Il y aurait quelques autres petits reproches à faire au livre de Tousseul - notamment d'avoir négligé la pensée de Bachelard, et surtout celle de Hegel - mais tout cela est véniel. L'essentiel, c'est que l'auteur fournit un texte qui va loin, qui pourrait bien devenir une nouvelle et précieuse "Critique de la raison"... S'agissant de la connaissance, et singulièrement de la connaissance scientifique, Tousseul va d'emblée au noyau dur de cette connaissance, qui est la logique, alors que j'ai entrepris d'aborder cette question difficile "par la bande", en examinant l'histoire des systèmes de pensée. Mais nos chemins se rejoignent.

 

Tousseul entreprend donc d'analyser les bases de la logique, des "lois de la pensée", sur lesquelles en effet sont construits tous les discours sérieux, la science, mais aussi le droit (mais la question des fondements du droit n'est pas abordée). D'une manière rigoureuse et implacable, l'auteur montre que les quatre principes de la logique (les trois principes d'Aristote et le principe de raison suffisante de Leibniz) sont chacun basés sur une constatation empirique : l'impossibilité du continu (qui fonde le principe du tiers-exclu), de la simultanéité (principe de non-contradiction), de l'ubiquité (principe d'identité) et de l'éternité (principe de raison suffisante). C'est dans ces constatations que la logique aristotélico-leibnizienne (qui est encore la nôtre, Tousseul le montre bien en analysant aussi les logiques "formelles") trouve la source et la force incoercible des "lois de la pensée". L'originalité de la pensée de Tousseul est de montrer que ces impossibilités "s'expérimentent" dans le cadre de l'idée d'infini, et il donne ainsi une élégante explication des apories de l'infini, qui fascinent philosophes et mathématiciens depuis plus de deux mille ans.

 

Dans deux livres parus en 2005 chez L'Harmattan (Mathématique et vérité, Le signe de l'humain), j'ai montré d'une part que les "êtres mathématiques" sont des abstractions de l'Objet (de l'Être phénoménal), et comme la logique est le coeur des mathématiques, j'exprimais ainsi, de manière embryonnaire, l'idée magistralement développée par Tousseul.
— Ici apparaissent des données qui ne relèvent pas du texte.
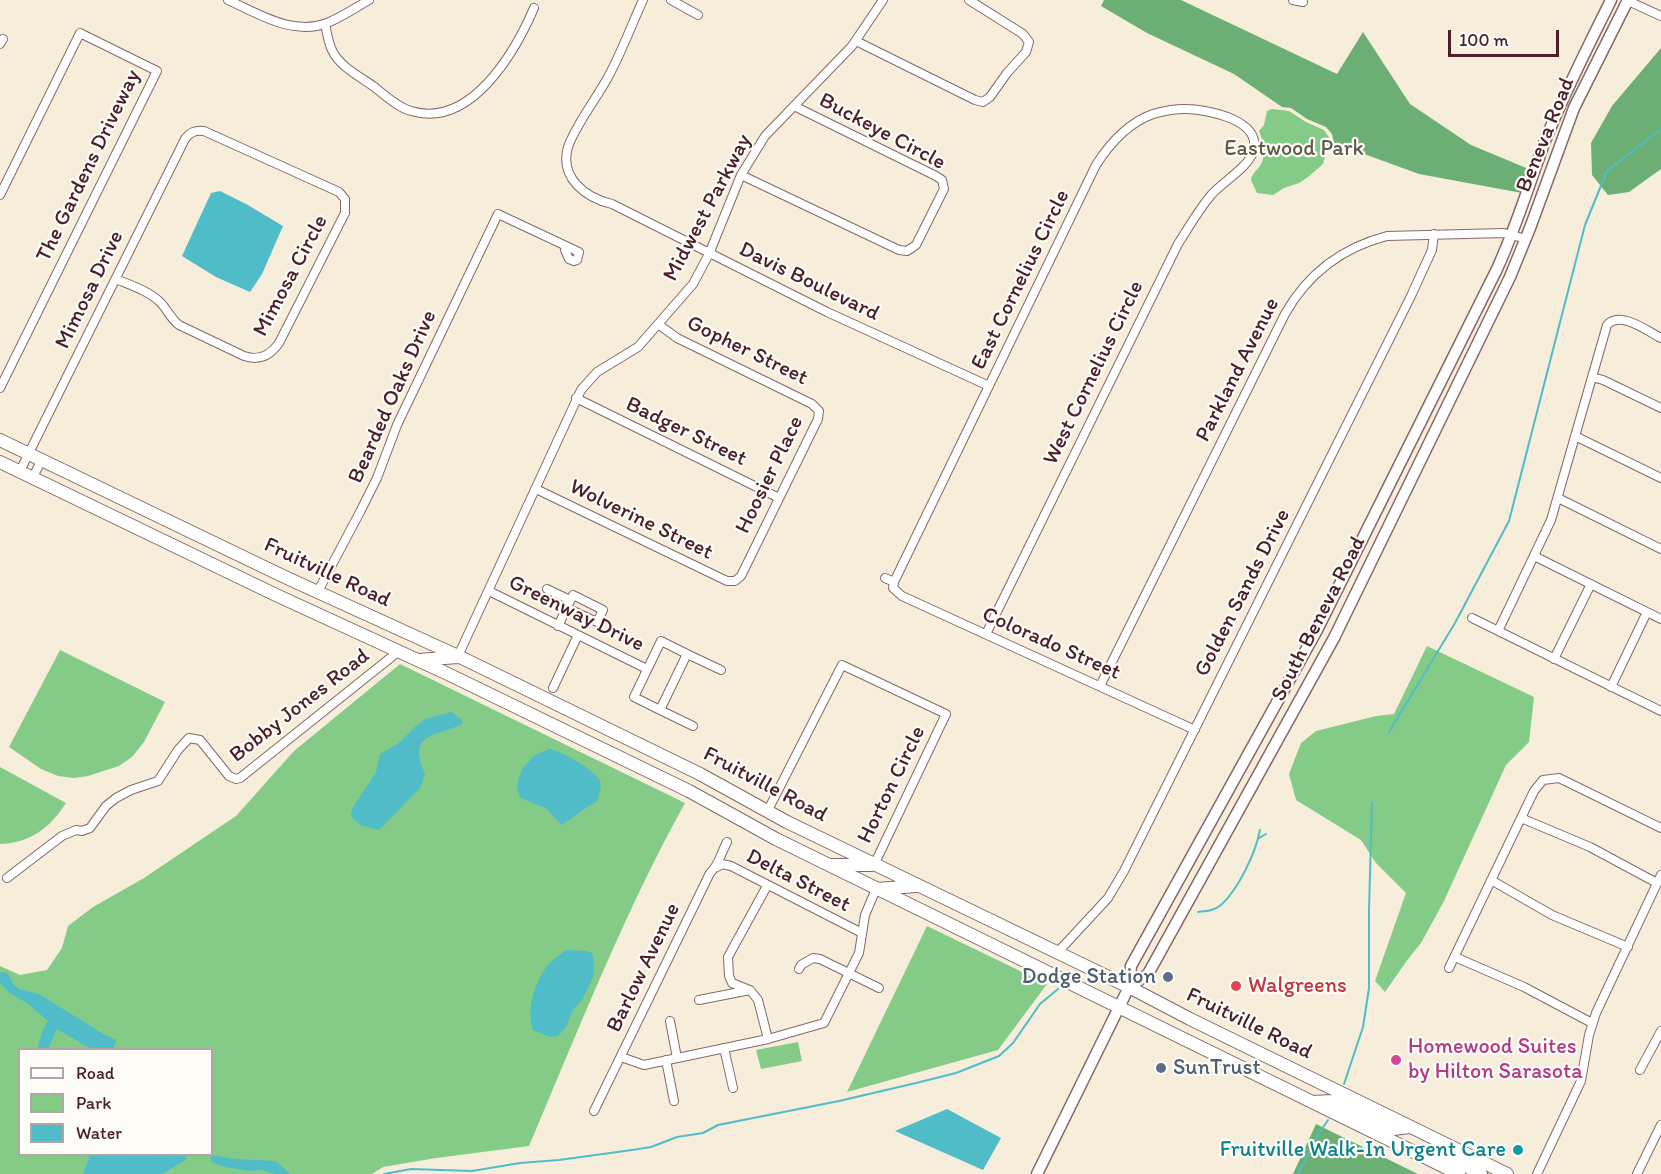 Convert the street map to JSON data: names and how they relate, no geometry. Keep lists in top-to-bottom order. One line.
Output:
{"streets":{"main road":["Beneva Road","Fruitville Road","South Beneva Road"],"street":["Buckeye Circle","The Gardens Driveway","Midwest Parkway","Mimosa Circle","East Cornelius Circle","Davis Boulevard","Mimosa Drive","Gopher Street","Parkland Avenue","West Cornelius Circle","Bearded Oaks Drive","Badger Street","Hoosier Place","Wolverine Street","Golden Sands Drive","Greenway Drive","Colorado Street","Bobby Jones Road","Horton Circle","Delta Street","Barlow Avenue"]},"crossings":[["Buckeye Circle","Midwest Parkway"],["Beneva Road","Parkland Avenue"],["Beneva Road","South Beneva Road"],["Midwest Parkway","Davis Boulevard"],["Midwest Parkway","Gopher Street"],["Midwest Parkway","Badger Street"],["Midwest Parkway","Wolverine Street"],["Midwest Parkway","Fruitville Road"],["Midwest Parkway","Greenway Drive"],["Mimosa Circle","Mimosa Drive"],["East Cornelius Circle","Davis Boulevard"],["East Cornelius Circle","West Cornelius Circle"],["East Cornelius Circle","Colorado Street"],["Mimosa Drive","Fruitville Road"],["Gopher Street","Hoosier Place"],["Parkland Avenue","Golden Sands Drive"],["Parkland Avenue","Colorado Street"],["West Cornelius Circle","Colorado Street"],["Bearded Oaks Drive","Fruitville Road"],["Badger Street","Hoosier Place"],["Hoosier Place","Wolverine Street"],["Fruitville Road","Golden Sands Drive"],["Fruitville Road","South Beneva Road"],["Fruitville Road","Bobby Jones Road"],["Fruitville Road","Horton Circle"],["Golden Sands Drive","Colorado Street"],["Delta Street","Barlow Avenue"]],"parks":["Eastwood Park"],"places":["Dodge Station","Walgreens","Homewood Suites by Hilton Sarasota","SunTrust","Fruitville Walk-In Urgent Care"],"legend":["Road","Park","Water"],"scale_bar":"100 m"} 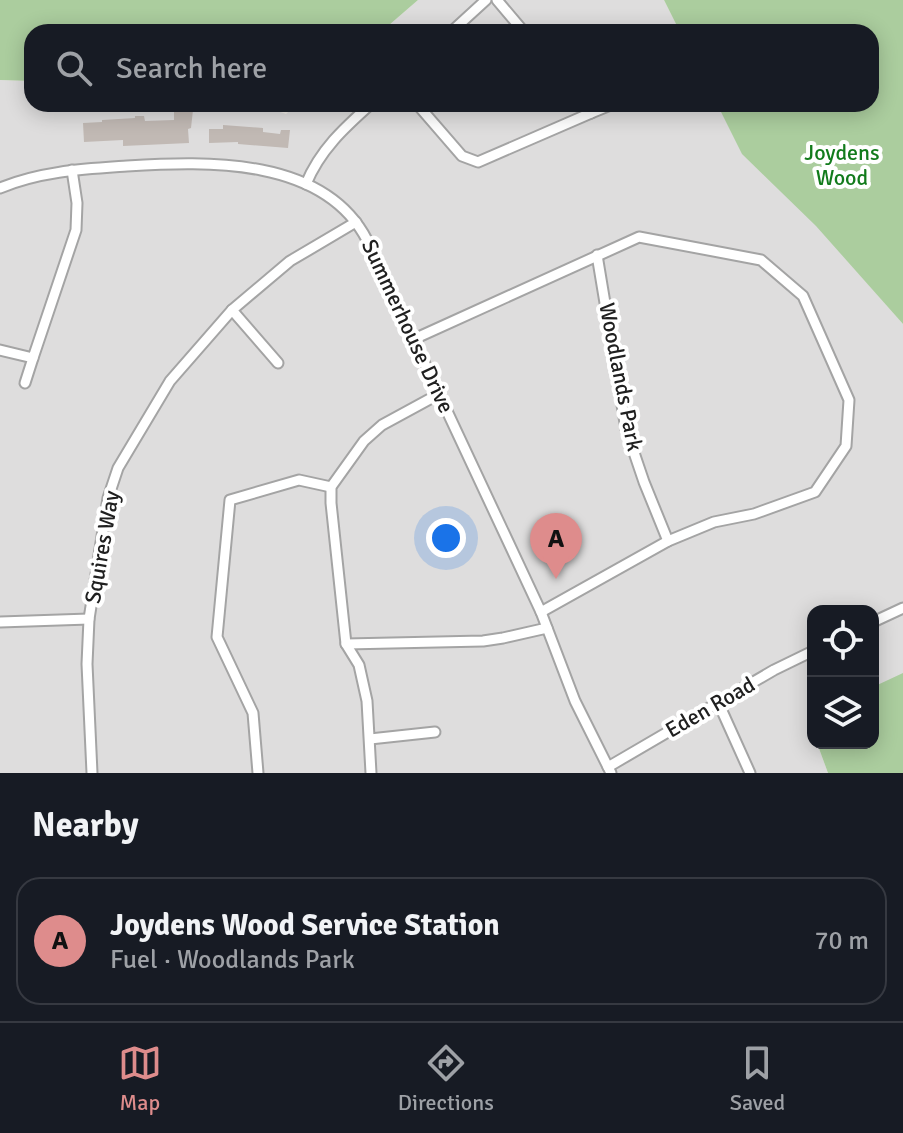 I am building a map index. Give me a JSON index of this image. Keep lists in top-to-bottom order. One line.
{"streets":{"street":["Summerhouse Drive","Woodlands Park","Squires Way","Eden Road"]},"crossings":[["Summerhouse Drive","Squires Way"],["Summerhouse Drive","Eden Road"]],"parks":["Joydens Wood"],"page":{"search":"Search here","pins":"A","heading":"Nearby","list":[{"mark":"A","name":"Joydens Wood Service Station","note":"Fuel · Woodlands Park","value":"70 m"}],"nav":["Map","Directions","Saved"]}} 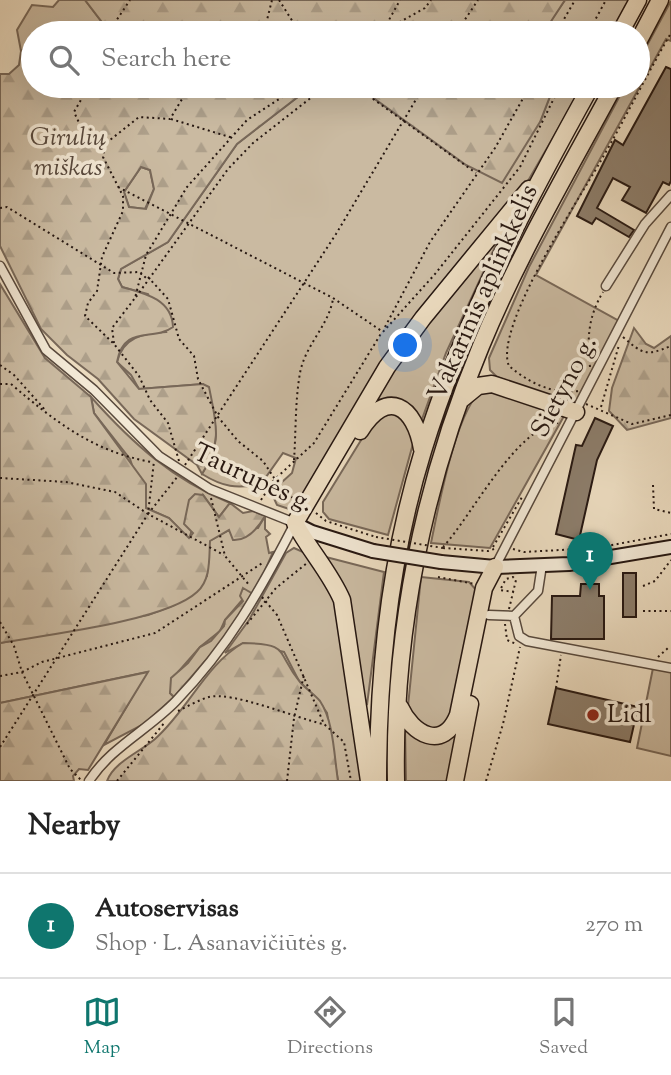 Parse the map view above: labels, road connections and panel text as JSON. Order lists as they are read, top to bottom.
{
  "streets": {
    "highway": ["Vakarinis aplinkkelis"],
    "main road": ["Taurupės g."],
    "street": ["Sietyno g."]
  },
  "crossings": [
    ["Sietyno g.", "Taurupės g."]
  ],
  "parks": ["Girulių miškas"],
  "places": ["Lidl"],
  "page": {
    "search": "Search here",
    "pins": "1",
    "heading": "Nearby",
    "list": [
      {
        "mark": "1",
        "name": "Autoservisas",
        "note": "Shop · L. Asanavičiūtės g.",
        "value": "270 m"
      }
    ],
    "nav": ["Map", "Directions", "Saved"]
  }
} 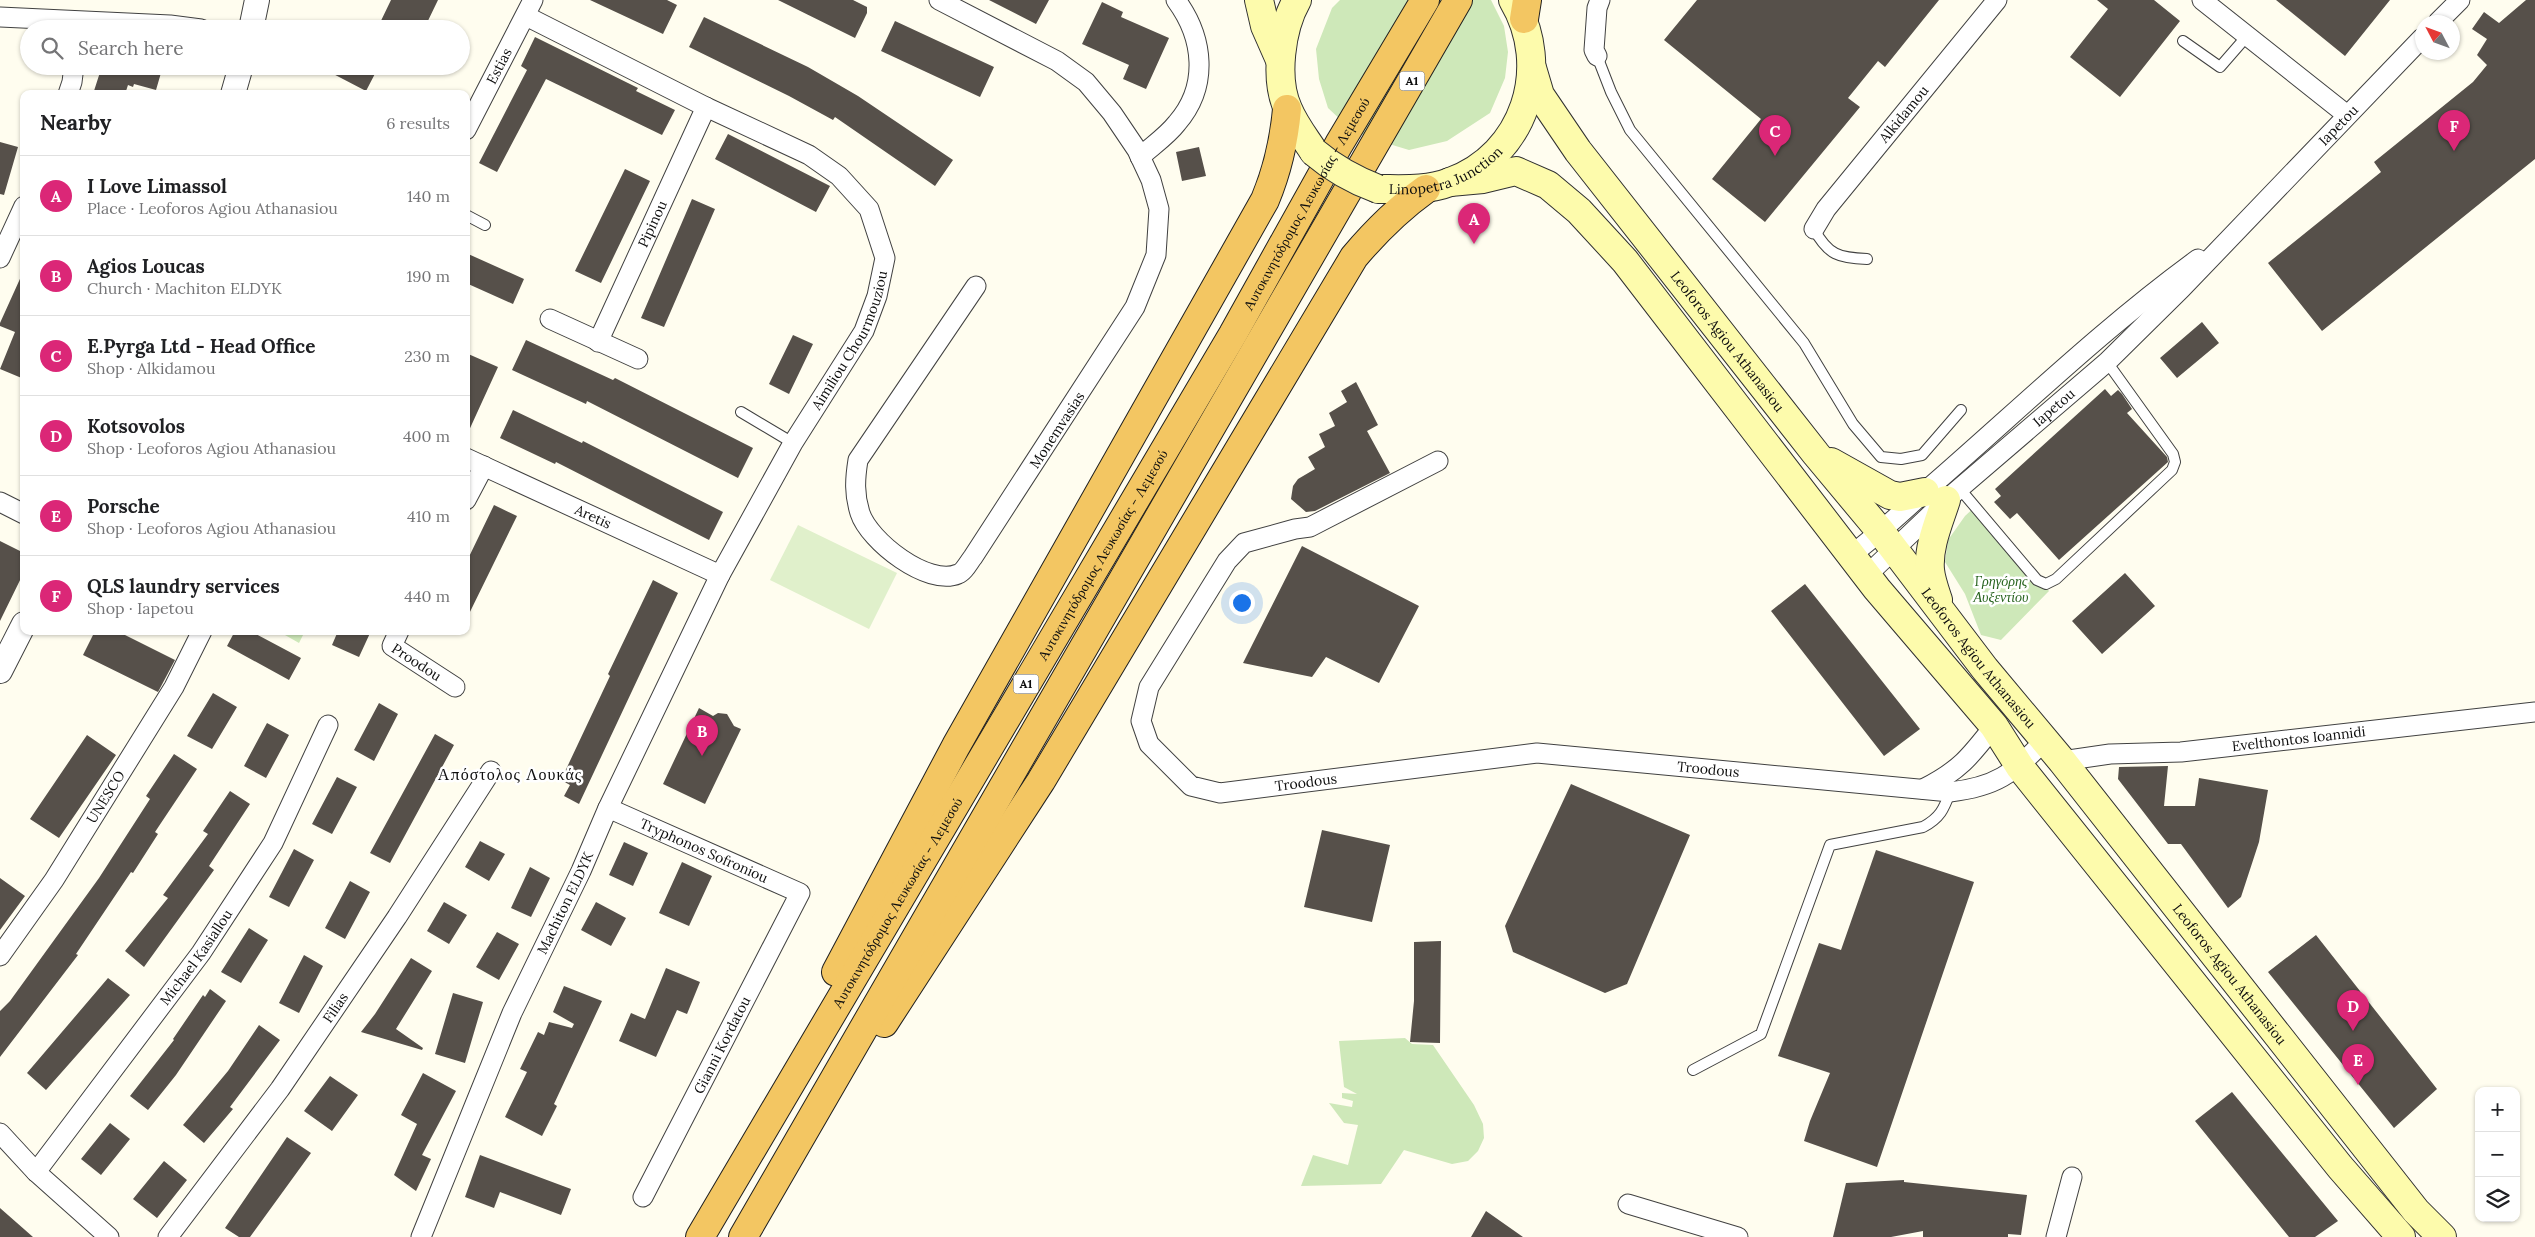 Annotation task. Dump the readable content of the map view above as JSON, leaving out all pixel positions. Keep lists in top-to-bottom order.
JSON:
{
  "streets": {
    "highway": ["A1", "Αυτοκινητόδρομος Λευκωσίας - Λεμεσού"],
    "main road": ["Linopetra Junction", "Leoforos Agiou Athanasiou"],
    "street": [
      "Estias",
      "Alkidamou",
      "Iapetou",
      "Pipinou",
      "Aimiliou Chourmouziou",
      "Monemvasias",
      "Aretis",
      "Proodou",
      "Evelthontos Ioannidi",
      "Troodous",
      "UNESCO",
      "Tryphonos Sofroniou",
      "Machiton ELDYK",
      "Michael Kasiallou",
      "Filias",
      "Gianni Kordatou"
    ]
  },
  "crossings": [
    ["Estias", "Aimiliou Chourmouziou"],
    ["Iapetou", "Leoforos Agiou Athanasiou"],
    ["Linopetra Junction", "Leoforos Agiou Athanasiou"],
    ["Pipinou", "Aimiliou Chourmouziou"],
    ["Aimiliou Chourmouziou", "Aretis"],
    ["Aimiliou Chourmouziou", "Machiton ELDYK"],
    ["Leoforos Agiou Athanasiou", "Evelthontos Ioannidi"],
    ["Leoforos Agiou Athanasiou", "Troodous"],
    ["Aretis", "Machiton ELDYK"],
    ["Tryphonos Sofroniou", "Machiton ELDYK"],
    ["Tryphonos Sofroniou", "Gianni Kordatou"]
  ],
  "districts": ["Απόστολος Λουκάς"],
  "parks": ["Γρηγόρης Αυξεντίου"],
  "north": "top left",
  "page": {
    "search": "Search here",
    "heading": ["Nearby", "6 results"],
    "pins": [
      "F",
      "C",
      "A",
      "B",
      "D",
      "E"
    ],
    "list": [
      {
        "mark": "A",
        "name": "I Love Limassol",
        "note": "Place · Leoforos Agiou Athanasiou",
        "value": "140 m"
      },
      {
        "mark": "B",
        "name": "Agios Loucas",
        "note": "Church · Machiton ELDYK",
        "value": "190 m"
      },
      {
        "mark": "C",
        "name": "E.Pyrga Ltd - Head Office",
        "note": "Shop · Alkidamou",
        "value": "230 m"
      },
      {
        "mark": "D",
        "name": "Kotsovolos",
        "note": "Shop · Leoforos Agiou Athanasiou",
        "value": "400 m"
      },
      {
        "mark": "E",
        "name": "Porsche",
        "note": "Shop · Leoforos Agiou Athanasiou",
        "value": "410 m"
      },
      {
        "mark": "F",
        "name": "QLS laundry services",
        "note": "Shop · Iapetou",
        "value": "440 m"
      }
    ],
    "map_buttons": ["+", "−"]
  }
}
Et j'expliquais en outre que "si l'objet c'est l'être, c'est alors la technique qui dévoile l'être". Nous sommes donc bien dans le même camp épistémologique : la constatation empirique - c'est-à-dire la technique - fonde la logique, et la logique fonde la science. Celle-ci est en construction, toujours vérifiable mais jamais vérifiée (Tousseul ne manque pas de commenter Popper). La science, le savoir des hommes, n'a pas besoin d'un "monde des idées" pour être fondée. Elle n'est fondée que sur ces impossibilités constatées. Dans le monde spatio-temporel qu'il habite, l'homme rencontre des limites. Il peut en franchir quelques-unes, grâce à la technique. Mais, et il devra s'y résoudre, il ne pourra pas les franchir toutes.